━━ Input for this task

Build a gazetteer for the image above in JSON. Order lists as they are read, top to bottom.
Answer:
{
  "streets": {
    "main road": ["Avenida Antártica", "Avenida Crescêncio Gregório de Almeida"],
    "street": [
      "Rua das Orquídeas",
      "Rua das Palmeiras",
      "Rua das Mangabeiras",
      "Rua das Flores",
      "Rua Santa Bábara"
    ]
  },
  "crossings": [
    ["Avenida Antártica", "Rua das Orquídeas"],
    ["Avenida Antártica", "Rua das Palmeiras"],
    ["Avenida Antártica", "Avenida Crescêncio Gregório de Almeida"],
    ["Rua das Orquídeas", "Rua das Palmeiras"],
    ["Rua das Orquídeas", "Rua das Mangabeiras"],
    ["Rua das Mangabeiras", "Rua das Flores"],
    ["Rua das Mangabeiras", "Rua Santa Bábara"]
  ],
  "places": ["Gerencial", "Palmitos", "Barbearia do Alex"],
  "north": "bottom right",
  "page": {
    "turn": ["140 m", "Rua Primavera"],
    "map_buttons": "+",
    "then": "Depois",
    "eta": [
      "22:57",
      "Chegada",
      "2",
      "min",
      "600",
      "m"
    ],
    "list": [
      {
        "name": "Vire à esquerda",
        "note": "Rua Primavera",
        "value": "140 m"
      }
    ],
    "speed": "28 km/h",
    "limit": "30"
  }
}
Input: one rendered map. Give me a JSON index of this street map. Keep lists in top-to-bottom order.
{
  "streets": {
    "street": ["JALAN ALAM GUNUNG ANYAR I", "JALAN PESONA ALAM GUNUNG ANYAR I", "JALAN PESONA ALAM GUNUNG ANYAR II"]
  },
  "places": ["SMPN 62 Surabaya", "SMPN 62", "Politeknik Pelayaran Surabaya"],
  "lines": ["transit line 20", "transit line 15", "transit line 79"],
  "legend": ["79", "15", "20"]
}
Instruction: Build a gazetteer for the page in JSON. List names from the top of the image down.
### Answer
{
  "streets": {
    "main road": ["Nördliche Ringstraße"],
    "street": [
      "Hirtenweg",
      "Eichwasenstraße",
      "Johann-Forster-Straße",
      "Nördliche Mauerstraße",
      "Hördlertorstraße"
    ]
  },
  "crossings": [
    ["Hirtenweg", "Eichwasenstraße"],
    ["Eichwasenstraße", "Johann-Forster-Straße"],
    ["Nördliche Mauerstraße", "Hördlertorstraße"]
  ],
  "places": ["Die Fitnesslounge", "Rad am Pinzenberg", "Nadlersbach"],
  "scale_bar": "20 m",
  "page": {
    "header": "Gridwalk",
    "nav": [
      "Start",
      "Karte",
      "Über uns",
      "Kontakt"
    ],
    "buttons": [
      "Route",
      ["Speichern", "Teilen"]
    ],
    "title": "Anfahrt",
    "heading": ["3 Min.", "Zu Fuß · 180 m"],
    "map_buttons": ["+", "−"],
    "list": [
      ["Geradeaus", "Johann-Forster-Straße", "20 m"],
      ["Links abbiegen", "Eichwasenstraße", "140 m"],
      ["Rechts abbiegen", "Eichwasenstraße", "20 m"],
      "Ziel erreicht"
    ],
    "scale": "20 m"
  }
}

━━━━

◆ Directions for this task ◆
In the records above, find each line with the word "Almeida" and copy it out.

◆ Solution to the exercise ◆
    "main road": ["Avenida Antártica", "Avenida Crescêncio Gregório de Almeida"],
    ["Avenida Antártica", "Avenida Crescêncio Gregório de Almeida"],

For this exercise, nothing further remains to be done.